Zwischen Hoffen und Aufatmen – Bayda ist krebsfrei und Bob gibt weiter Rätsel auf
Es gibt Momente im Leben, in denen man sich kaum traut, gute Nachrichten auszusprechen. Zu oft wurden Hoffnungen wieder zerstört. Genau so fühlte sich auch dieser Tag an.
Zwei Tage nach Baydas vierter Krebsoperation stand die Nachkontrolle an. Gleichzeitig wurde auch Bob noch einmal gründlich untersucht. Nach den vergangenen Wochen war dieser Termin für uns unglaublich wichtig.
Bayda überrascht uns immer wieder
Schon beim Betreten der Tierarztpraxis fiel auf, wie gut es Bayda inzwischen geht. Die Operationswunde heilt hervorragend und sie scheint bereits wieder zu glauben, ein Junghund zu sein. Sie läuft unbeschwert, genießt jede Bewegung und strahlt eine Lebensfreude aus, die uns jeden Tag aufs Neue berührt.
Doch die größte Spannung galt den Laborergebnissen.
Während der Operation hatte die Tierärztin einen weiteren Knoten entdeckt. Zwar vermutete sie sofort, dass es sich lediglich um ein Fettlipom handeln könnte, doch absolute Gewissheit gab es erst nach der feingeweblichen Untersuchung.

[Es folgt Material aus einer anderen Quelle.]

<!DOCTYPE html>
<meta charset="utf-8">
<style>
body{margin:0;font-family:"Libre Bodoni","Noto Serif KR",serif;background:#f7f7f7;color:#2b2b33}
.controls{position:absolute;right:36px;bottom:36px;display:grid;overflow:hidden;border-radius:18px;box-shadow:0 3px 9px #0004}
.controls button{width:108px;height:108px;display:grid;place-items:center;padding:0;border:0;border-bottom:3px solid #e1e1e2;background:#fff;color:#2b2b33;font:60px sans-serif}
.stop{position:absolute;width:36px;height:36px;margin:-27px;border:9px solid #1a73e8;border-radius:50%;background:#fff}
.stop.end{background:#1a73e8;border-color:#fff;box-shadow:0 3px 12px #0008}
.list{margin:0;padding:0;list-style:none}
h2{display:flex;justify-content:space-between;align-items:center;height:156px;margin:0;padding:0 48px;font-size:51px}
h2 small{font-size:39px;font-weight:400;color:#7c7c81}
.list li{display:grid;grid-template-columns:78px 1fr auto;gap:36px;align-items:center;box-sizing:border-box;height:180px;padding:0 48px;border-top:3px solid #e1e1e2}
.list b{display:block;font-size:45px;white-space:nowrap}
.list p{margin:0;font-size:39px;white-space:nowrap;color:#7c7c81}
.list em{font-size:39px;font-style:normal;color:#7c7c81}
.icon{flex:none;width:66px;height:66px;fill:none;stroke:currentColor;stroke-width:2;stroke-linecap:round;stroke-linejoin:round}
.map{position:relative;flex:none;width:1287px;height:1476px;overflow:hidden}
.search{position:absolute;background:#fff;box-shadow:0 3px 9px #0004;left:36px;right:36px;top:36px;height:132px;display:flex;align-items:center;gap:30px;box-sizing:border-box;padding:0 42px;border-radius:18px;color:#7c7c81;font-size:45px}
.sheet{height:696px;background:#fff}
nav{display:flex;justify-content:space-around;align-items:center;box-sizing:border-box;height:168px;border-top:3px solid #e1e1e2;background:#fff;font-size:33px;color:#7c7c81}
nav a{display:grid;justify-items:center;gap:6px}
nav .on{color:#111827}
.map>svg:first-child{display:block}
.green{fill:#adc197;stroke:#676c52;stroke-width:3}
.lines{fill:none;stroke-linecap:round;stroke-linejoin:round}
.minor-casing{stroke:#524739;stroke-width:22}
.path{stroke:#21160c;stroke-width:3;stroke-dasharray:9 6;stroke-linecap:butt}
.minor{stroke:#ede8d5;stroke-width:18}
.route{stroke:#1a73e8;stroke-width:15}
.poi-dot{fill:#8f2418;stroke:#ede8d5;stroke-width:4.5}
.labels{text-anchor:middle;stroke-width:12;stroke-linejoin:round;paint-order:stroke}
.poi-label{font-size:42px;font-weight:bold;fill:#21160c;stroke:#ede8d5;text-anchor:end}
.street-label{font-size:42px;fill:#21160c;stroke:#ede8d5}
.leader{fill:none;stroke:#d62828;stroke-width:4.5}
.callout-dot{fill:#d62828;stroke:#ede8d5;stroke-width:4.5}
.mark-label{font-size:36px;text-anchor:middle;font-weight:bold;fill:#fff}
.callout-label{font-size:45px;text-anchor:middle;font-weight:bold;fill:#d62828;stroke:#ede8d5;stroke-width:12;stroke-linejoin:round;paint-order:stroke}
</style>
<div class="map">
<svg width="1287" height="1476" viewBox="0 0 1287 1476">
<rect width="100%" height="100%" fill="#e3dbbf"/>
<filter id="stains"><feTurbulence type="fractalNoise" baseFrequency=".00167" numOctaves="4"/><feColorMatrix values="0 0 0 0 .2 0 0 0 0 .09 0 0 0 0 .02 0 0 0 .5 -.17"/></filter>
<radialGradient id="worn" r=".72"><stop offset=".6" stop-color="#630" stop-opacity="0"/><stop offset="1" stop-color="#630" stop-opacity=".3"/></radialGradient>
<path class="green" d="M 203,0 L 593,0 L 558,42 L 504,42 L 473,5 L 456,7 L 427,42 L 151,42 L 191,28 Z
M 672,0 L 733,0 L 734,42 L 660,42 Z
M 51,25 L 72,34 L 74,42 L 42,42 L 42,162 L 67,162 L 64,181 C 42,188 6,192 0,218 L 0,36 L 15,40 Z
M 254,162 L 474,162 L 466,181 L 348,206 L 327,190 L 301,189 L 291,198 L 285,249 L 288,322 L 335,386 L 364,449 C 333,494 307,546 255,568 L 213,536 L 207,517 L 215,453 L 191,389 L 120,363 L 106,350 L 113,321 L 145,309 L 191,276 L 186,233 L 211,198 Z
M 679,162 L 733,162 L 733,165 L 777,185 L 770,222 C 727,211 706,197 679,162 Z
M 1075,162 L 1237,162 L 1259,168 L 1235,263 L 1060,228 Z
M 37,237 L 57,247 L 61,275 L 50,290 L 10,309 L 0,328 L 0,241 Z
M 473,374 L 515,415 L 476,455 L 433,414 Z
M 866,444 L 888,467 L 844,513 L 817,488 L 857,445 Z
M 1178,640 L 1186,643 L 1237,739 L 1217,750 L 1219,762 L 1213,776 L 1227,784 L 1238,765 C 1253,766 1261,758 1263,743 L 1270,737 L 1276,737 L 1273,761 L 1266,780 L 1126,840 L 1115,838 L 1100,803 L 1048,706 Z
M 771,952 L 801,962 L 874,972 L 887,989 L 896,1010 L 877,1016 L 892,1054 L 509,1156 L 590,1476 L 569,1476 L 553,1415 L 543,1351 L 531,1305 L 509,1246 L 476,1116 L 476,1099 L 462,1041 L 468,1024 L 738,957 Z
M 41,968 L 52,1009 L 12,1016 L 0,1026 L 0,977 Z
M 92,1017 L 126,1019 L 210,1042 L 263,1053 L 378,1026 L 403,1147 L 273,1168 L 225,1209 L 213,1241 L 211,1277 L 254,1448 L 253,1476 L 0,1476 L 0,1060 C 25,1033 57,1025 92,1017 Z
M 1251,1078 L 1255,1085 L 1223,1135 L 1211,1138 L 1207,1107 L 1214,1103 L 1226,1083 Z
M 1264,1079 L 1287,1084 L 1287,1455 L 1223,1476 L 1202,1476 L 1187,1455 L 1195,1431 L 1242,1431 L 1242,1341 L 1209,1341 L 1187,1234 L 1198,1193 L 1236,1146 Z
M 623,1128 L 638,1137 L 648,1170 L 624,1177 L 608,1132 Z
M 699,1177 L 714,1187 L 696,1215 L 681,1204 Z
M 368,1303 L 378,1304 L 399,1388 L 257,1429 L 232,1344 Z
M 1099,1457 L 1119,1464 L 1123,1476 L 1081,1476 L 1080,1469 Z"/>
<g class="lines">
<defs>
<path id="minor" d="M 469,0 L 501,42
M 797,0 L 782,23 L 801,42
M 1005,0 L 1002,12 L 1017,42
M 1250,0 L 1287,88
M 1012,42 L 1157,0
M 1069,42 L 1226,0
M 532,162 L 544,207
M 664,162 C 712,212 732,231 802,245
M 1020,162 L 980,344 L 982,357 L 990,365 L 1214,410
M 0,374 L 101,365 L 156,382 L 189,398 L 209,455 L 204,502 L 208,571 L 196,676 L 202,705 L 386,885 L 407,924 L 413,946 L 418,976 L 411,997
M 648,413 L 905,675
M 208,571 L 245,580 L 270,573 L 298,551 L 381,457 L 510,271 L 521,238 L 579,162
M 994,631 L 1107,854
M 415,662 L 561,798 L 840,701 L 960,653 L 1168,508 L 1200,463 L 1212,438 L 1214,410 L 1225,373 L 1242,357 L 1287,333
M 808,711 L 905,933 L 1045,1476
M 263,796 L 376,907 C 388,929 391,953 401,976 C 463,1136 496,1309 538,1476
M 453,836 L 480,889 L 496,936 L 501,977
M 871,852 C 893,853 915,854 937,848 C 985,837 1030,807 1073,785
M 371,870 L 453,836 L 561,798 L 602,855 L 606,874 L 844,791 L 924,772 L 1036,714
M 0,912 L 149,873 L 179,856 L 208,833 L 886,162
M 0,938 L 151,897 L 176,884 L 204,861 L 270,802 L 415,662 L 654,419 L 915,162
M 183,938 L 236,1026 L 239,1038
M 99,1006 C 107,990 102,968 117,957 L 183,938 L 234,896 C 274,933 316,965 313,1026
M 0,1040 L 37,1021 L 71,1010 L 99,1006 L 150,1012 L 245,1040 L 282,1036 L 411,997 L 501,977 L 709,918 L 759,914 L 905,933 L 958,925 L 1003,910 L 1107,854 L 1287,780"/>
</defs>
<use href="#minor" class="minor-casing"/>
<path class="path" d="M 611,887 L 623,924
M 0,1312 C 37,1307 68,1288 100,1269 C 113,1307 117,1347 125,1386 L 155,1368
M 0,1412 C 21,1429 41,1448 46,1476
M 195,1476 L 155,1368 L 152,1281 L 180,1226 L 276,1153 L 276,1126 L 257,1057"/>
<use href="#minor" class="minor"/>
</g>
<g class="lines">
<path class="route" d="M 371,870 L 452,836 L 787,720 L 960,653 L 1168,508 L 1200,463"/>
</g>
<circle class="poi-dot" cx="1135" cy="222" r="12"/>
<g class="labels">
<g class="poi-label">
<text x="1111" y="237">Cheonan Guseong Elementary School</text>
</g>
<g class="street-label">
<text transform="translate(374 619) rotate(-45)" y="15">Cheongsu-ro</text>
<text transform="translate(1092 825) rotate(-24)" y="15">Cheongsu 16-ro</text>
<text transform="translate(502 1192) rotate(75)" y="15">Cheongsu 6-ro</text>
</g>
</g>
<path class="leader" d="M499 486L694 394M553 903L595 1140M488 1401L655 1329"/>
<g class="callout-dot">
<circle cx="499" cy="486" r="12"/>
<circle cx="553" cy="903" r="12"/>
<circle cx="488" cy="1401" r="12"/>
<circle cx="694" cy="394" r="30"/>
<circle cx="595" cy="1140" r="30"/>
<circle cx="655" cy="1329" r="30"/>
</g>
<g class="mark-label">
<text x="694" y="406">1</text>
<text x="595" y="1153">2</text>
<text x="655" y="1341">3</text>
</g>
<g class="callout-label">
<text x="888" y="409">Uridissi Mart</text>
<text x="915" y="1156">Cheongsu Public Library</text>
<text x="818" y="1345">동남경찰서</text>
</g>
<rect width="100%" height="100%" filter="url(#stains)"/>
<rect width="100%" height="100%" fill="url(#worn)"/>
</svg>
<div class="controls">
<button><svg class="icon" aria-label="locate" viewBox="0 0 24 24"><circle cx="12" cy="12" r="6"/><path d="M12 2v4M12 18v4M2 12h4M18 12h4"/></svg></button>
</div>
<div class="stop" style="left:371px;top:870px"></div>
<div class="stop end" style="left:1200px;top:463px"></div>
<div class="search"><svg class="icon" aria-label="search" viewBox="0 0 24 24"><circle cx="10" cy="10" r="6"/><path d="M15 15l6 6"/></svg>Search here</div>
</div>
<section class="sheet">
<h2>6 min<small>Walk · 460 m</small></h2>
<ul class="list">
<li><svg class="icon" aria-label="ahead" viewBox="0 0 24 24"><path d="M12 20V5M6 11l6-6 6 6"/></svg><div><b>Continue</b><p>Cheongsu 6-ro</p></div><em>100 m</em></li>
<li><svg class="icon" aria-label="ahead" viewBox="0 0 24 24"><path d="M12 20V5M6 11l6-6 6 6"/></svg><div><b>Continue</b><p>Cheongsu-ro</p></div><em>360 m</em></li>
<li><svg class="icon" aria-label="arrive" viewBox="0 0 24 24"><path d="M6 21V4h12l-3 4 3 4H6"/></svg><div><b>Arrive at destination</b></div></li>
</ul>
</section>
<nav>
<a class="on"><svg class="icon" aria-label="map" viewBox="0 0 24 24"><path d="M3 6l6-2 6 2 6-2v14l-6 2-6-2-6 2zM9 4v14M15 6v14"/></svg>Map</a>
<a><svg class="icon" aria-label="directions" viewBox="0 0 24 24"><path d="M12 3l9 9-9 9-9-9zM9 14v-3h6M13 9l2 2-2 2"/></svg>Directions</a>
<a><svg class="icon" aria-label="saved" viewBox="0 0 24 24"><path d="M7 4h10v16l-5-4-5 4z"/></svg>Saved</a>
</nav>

Dann endlich kam die erlösende Nachricht:
Der Knoten ist gutartig. Es handelt sich tatsächlich um ein Fettlipom.
Damit ist Bayda nach aktuellem Stand krebsfrei.
Alle vier Operationen, die vielen Sorgen, die unzähligen Kilometer zwischen Deutschland, Portugal und Marokko sowie die schwierigen Entscheidungen haben sich gelohnt. Vielleicht – und wir wagen es kaum zu schreiben – haben wir den Krebs tatsächlich besiegt.
Unsere Heldin im OP
Unsere Tierärztin bezeichnet Hunde wie Bayda als „tough dogs“. Hunde, die selbst nach schweren Diagnosen und mehreren Operationen immer wieder zurückkommen und eine erstaunliche Lebensqualität entwickeln. Solche Fälle gebe es, sagt sie, aber sie seien selten.
Für uns ist jedoch vor allem sie selbst die Heldin dieser Geschichte.
Sie war es, die Baydas Brustkrebs frühzeitig erkannte und trotz ihres hohen Alters den Mut hatte, beide Milchleisten vollständig zu entfernen. Keine leichte Entscheidung – weder für sie noch für uns. Heute wissen wir, wie wichtig dieser Rat war.
Ohne ihren Mut und ihre Erfahrung hätten wir diese Geschichte vermutlich nie schreiben können.
Und wie geht es Bob?
Auch Bob wurde erneut gründlich untersucht.
Vor wenigen Wochen stand er selbst auf der Kippe. Nur eine spontane Bluttransfusion konnte sein Leben retten. Bis heute ist unklar, wodurch seine lebensbedrohliche Blutarmut ausgelöst wurde.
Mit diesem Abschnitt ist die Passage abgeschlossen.